From top to bottom, return the listing exactly as it appears, omitting its images.

__Entries supplied__
>>>

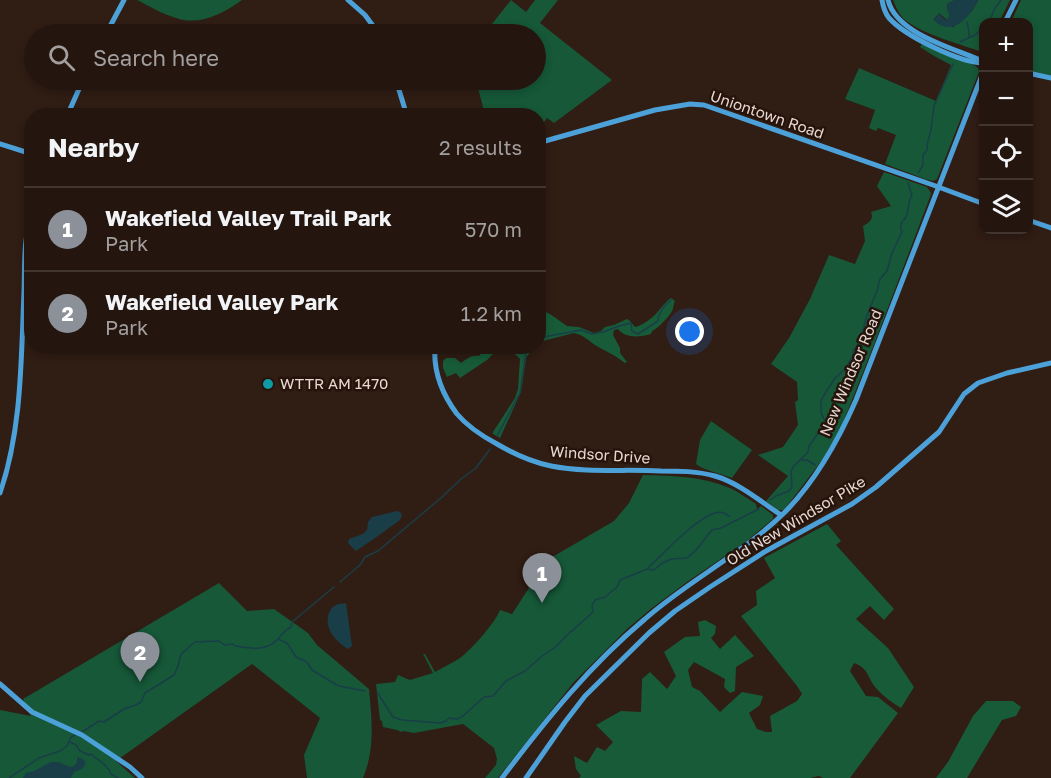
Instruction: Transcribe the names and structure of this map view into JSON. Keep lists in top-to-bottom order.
{
  "streets": {
    "street": [
      "Uniontown Road",
      "New Windsor Road",
      "Windsor Drive",
      "Old New Windsor Pike"
    ]
  },
  "crossings": [
    ["Uniontown Road", "New Windsor Road"],
    ["New Windsor Road", "Windsor Drive"]
  ],
  "places": ["WTTR AM 1470"],
  "page": {
    "map_buttons": ["+", "−"],
    "search": "Search here",
    "heading": ["Nearby", "2 results"],
    "list": [
      {
        "mark": "1",
        "name": "Wakefield Valley Trail Park",
        "note": "Park",
        "value": "570 m"
      },
      {
        "mark": "2",
        "name": "Wakefield Valley Park",
        "note": "Park",
        "value": "1.2 km"
      }
    ],
    "pins": ["1", "2"]
  }
}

<<<

__Exercise result__
Instruction: Transcribe the names and structure of this map view into JSON. Keep lists in top-to-bottom order.
{
  "streets": {
    "street": [
      "Uniontown Road",
      "New Windsor Road",
      "Windsor Drive",
      "Old New Windsor Pike"
    ]
  },
  "crossings": [
    ["Uniontown Road", "New Windsor Road"],
    ["New Windsor Road", "Windsor Drive"]
  ],
  "places": ["WTTR AM 1470"],
  "page": {
    "map_buttons": ["+", "−"],
    "search": "Search here",
    "heading": ["Nearby", "2 results"],
    "list": [
      {
        "mark": "1",
        "name": "Wakefield Valley Trail Park",
        "note": "Park",
        "value": "570 m"
      },
      {
        "mark": "2",
        "name": "Wakefield Valley Park",
        "note": "Park",
        "value": "1.2 km"
      }
    ],
    "pins": ["1", "2"]
  }
}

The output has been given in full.